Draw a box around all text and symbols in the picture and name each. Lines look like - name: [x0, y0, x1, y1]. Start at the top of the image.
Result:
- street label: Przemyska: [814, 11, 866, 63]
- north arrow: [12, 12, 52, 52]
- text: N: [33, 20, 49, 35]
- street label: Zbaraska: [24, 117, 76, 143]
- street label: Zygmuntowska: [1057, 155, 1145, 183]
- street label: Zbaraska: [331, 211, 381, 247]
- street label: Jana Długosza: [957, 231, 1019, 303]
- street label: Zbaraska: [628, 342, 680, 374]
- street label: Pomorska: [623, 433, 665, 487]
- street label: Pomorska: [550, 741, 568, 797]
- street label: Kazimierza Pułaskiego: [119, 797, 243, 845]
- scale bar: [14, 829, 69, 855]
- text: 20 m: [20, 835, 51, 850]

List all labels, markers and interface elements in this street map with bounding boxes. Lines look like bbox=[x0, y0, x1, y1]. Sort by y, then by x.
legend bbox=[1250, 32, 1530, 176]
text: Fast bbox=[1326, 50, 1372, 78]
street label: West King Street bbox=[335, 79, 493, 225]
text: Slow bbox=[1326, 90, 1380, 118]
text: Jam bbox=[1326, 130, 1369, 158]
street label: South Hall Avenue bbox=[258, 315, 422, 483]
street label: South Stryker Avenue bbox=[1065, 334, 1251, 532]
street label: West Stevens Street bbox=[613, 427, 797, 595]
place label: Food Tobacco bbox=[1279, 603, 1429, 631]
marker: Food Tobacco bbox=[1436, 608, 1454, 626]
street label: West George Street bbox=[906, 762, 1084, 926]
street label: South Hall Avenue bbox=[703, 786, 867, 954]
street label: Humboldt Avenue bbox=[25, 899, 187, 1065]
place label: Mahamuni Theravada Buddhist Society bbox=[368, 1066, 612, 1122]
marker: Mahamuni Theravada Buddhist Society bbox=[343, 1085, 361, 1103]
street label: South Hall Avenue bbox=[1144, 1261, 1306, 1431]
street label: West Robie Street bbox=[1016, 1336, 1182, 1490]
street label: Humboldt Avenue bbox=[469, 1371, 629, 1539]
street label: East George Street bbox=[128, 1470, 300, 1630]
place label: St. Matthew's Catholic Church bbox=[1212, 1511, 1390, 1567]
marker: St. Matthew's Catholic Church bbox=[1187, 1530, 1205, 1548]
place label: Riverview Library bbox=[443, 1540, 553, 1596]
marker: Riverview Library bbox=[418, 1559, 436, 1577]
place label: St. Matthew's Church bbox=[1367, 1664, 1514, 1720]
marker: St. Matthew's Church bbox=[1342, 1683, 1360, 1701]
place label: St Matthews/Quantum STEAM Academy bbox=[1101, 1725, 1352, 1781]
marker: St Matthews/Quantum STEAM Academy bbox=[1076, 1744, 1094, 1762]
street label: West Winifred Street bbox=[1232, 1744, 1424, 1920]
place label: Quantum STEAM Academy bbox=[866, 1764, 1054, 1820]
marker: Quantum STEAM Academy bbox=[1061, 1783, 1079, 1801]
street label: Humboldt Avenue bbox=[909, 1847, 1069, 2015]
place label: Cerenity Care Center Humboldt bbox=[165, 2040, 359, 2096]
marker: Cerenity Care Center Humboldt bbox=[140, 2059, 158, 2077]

Activity — Copy each line in the data that holds the word "Cerenity".

Reply to the exercise —
place label: Cerenity Care Center Humboldt bbox=[165, 2040, 359, 2096]
marker: Cerenity Care Center Humboldt bbox=[140, 2059, 158, 2077]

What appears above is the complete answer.